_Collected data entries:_

•••••

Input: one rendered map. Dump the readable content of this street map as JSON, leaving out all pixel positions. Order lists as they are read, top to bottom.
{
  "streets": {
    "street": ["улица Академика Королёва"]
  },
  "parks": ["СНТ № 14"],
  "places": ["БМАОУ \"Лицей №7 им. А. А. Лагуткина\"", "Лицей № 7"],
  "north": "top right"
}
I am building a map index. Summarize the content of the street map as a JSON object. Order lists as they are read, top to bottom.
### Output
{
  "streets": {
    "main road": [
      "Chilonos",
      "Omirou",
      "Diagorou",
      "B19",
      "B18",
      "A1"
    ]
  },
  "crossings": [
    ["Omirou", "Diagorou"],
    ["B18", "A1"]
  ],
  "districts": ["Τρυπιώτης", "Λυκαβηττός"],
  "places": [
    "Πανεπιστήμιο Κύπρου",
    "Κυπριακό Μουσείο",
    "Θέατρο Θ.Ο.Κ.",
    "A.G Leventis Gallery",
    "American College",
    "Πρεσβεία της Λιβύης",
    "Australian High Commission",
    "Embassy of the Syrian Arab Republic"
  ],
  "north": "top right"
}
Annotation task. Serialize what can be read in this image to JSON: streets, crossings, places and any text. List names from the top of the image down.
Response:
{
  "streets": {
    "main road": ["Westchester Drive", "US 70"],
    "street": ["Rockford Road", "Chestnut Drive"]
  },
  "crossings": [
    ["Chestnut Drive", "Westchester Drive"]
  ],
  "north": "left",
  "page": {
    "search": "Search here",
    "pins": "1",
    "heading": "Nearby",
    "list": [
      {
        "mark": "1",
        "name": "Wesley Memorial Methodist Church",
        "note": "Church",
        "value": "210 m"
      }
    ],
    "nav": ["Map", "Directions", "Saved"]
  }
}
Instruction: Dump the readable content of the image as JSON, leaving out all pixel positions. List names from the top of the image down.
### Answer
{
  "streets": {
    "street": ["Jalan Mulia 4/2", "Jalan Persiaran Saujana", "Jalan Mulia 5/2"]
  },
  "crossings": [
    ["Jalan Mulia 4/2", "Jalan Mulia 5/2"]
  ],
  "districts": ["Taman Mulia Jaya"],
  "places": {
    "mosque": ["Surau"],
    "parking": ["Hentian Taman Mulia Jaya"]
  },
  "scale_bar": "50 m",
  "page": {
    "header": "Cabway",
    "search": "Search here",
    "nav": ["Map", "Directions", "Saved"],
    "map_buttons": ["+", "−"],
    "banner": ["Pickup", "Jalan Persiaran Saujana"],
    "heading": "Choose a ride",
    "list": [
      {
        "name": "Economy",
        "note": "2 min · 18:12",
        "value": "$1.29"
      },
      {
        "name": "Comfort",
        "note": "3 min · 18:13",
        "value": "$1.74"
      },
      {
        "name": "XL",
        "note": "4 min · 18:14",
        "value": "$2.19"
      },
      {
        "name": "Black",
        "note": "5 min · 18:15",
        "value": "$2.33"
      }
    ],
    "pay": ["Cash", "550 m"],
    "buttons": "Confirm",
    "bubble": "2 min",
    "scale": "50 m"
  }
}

•••••

_WHAT TO PRODUCE:_ Please state how many lines in the records above hold the word "down", giving only the number.

_SOLUTION TO THE PROBLEM:_ 2